== Segment start ==

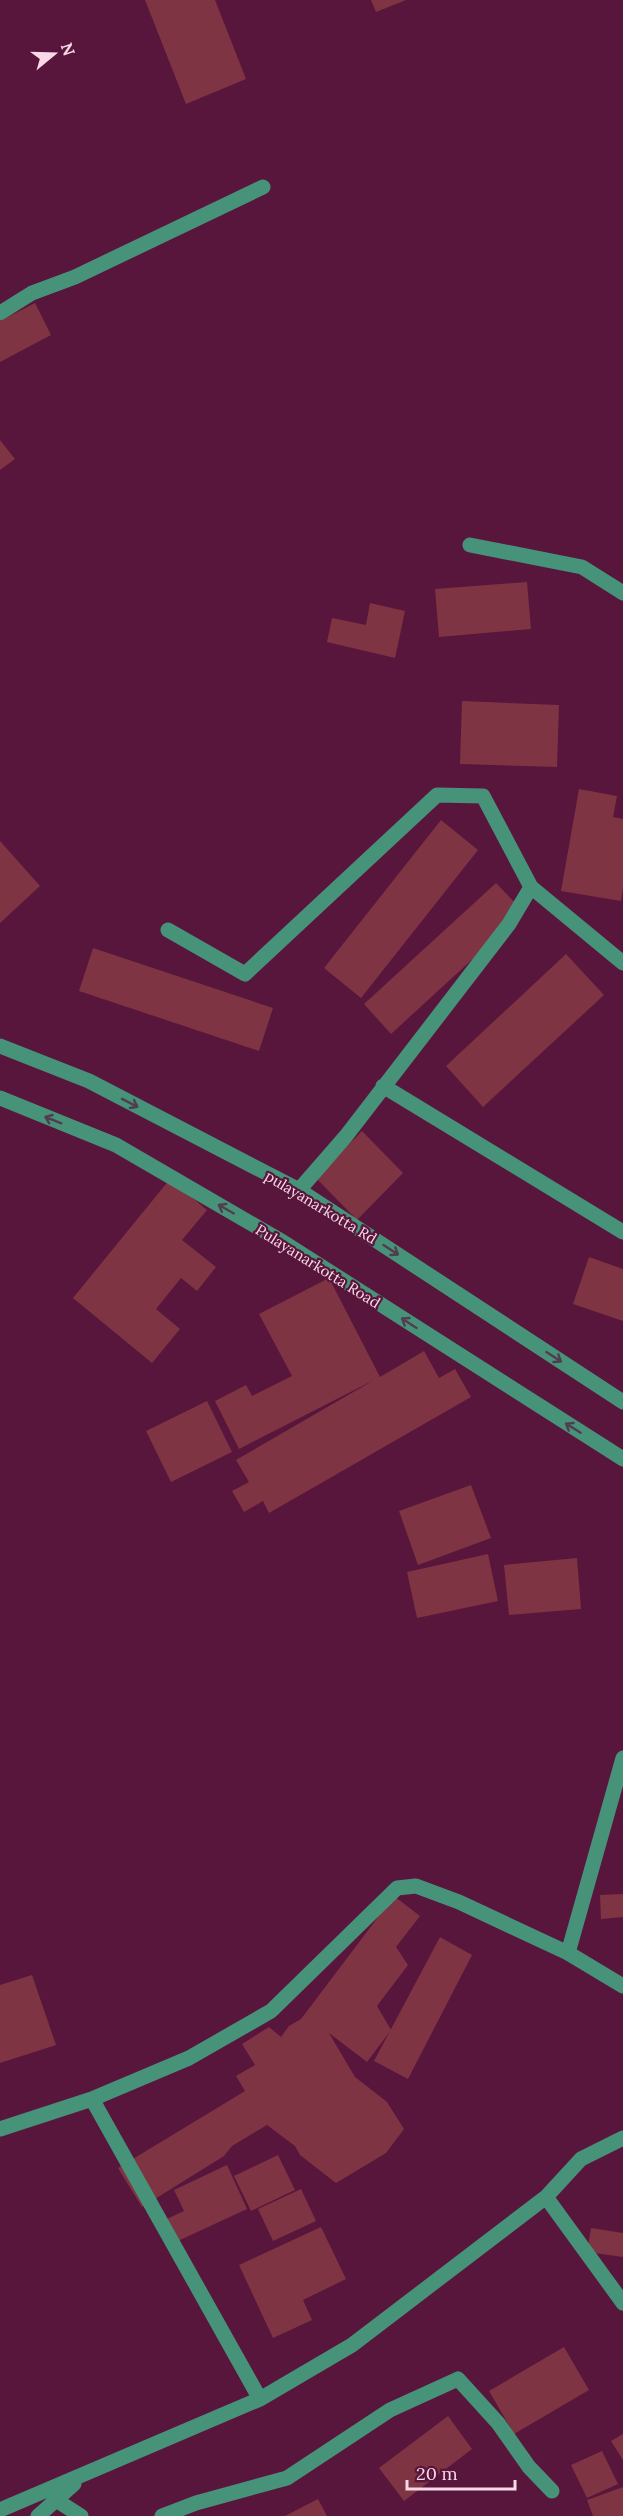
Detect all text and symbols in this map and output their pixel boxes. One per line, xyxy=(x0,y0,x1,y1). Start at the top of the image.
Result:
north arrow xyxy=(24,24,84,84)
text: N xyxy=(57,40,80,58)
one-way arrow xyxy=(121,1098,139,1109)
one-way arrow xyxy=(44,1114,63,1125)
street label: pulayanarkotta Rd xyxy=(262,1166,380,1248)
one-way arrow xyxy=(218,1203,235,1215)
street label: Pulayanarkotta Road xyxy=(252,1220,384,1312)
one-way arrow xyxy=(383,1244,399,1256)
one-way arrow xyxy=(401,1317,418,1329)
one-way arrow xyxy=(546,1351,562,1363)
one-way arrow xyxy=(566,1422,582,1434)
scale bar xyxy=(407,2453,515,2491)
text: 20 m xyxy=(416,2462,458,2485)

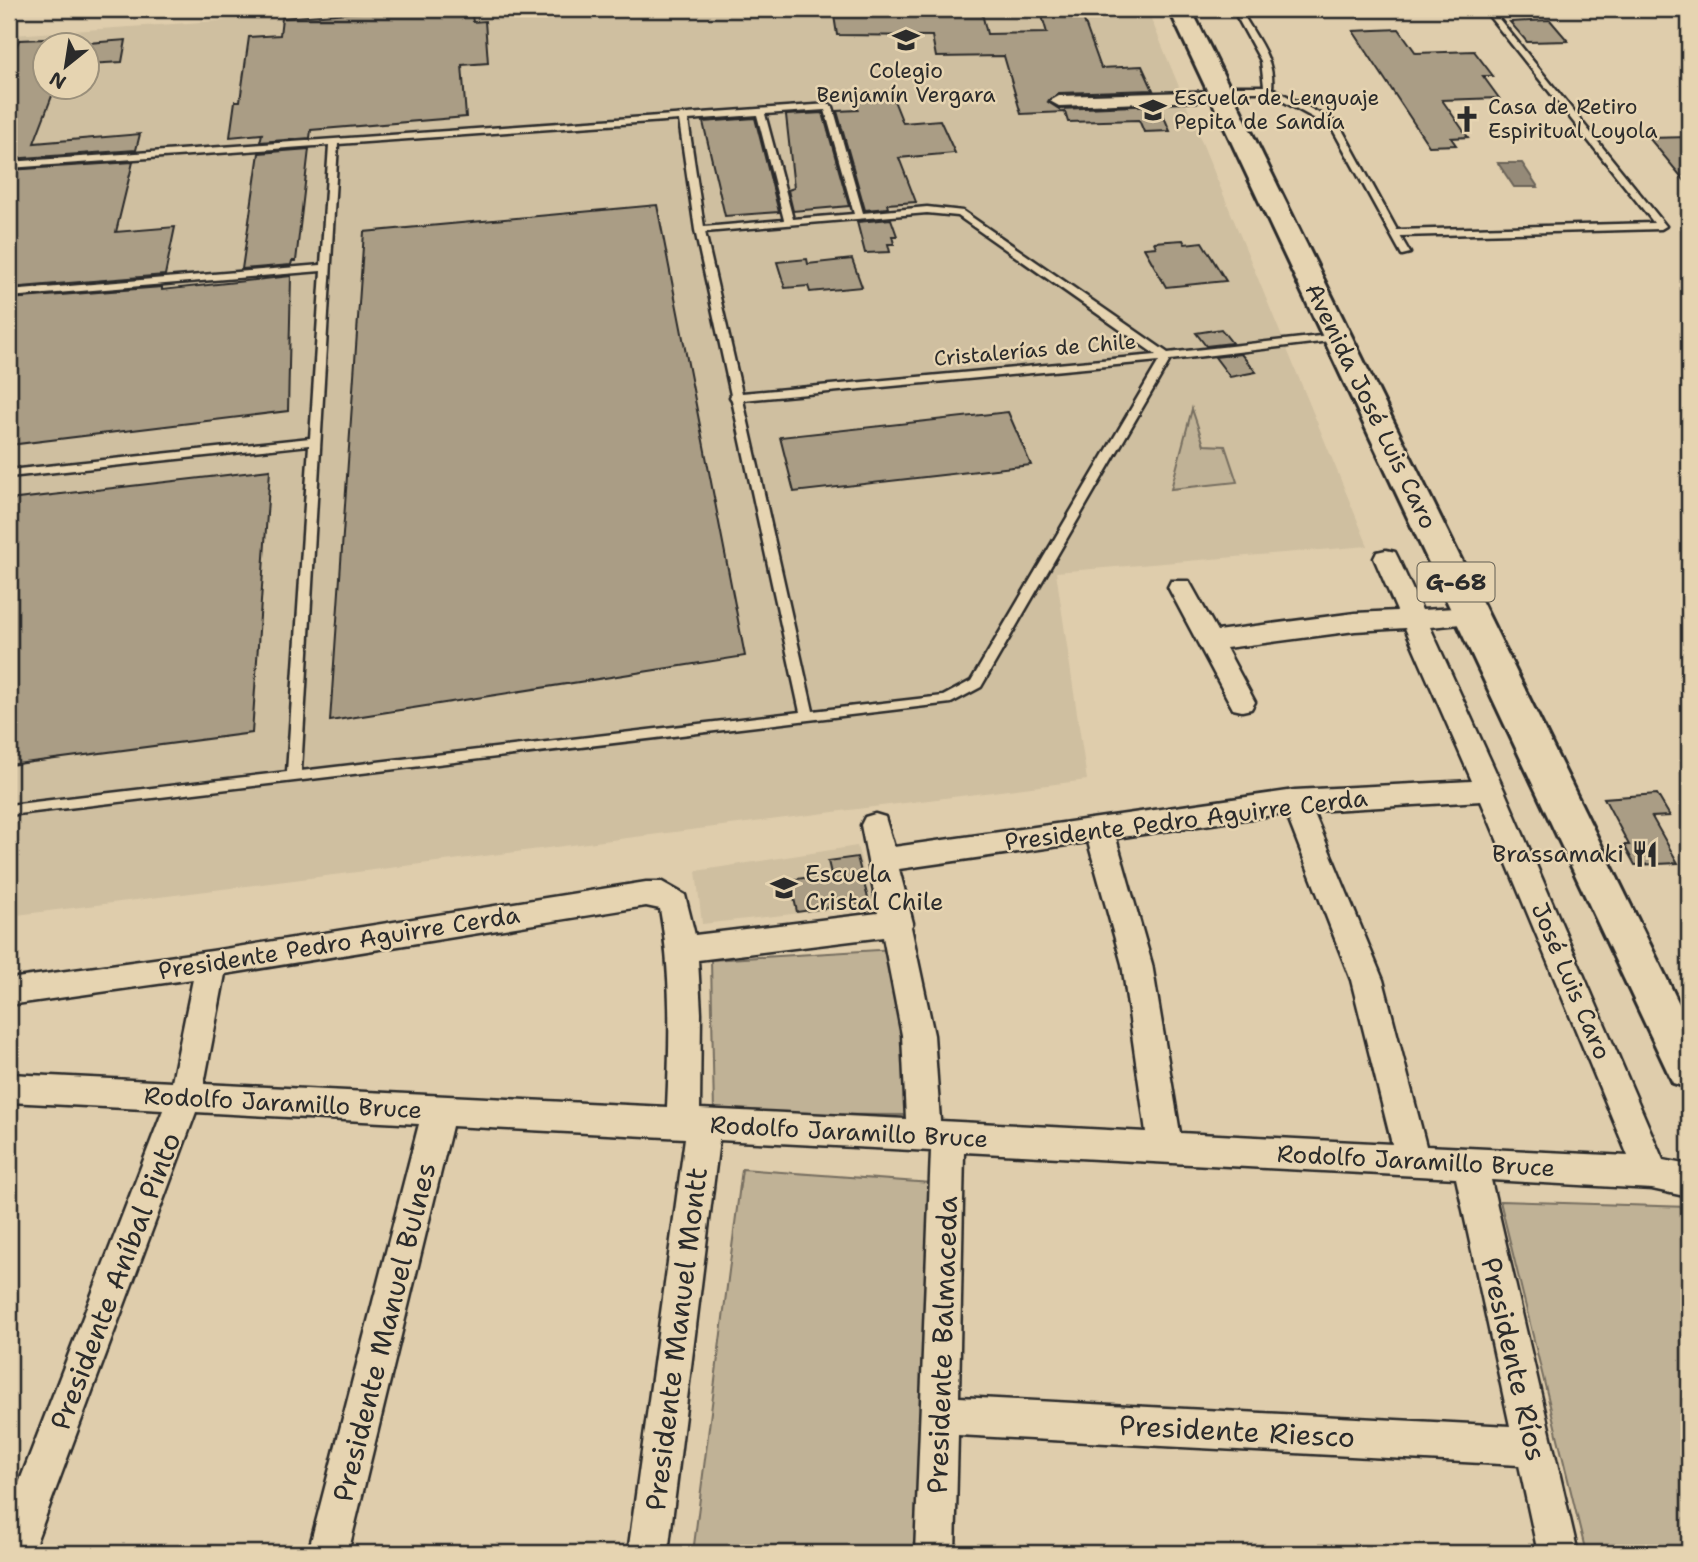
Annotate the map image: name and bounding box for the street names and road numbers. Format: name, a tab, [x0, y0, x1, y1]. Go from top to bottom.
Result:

== Segment end ==

If a line in the listing includes the word "image", it counts; report the number of such lines and nothing else.

2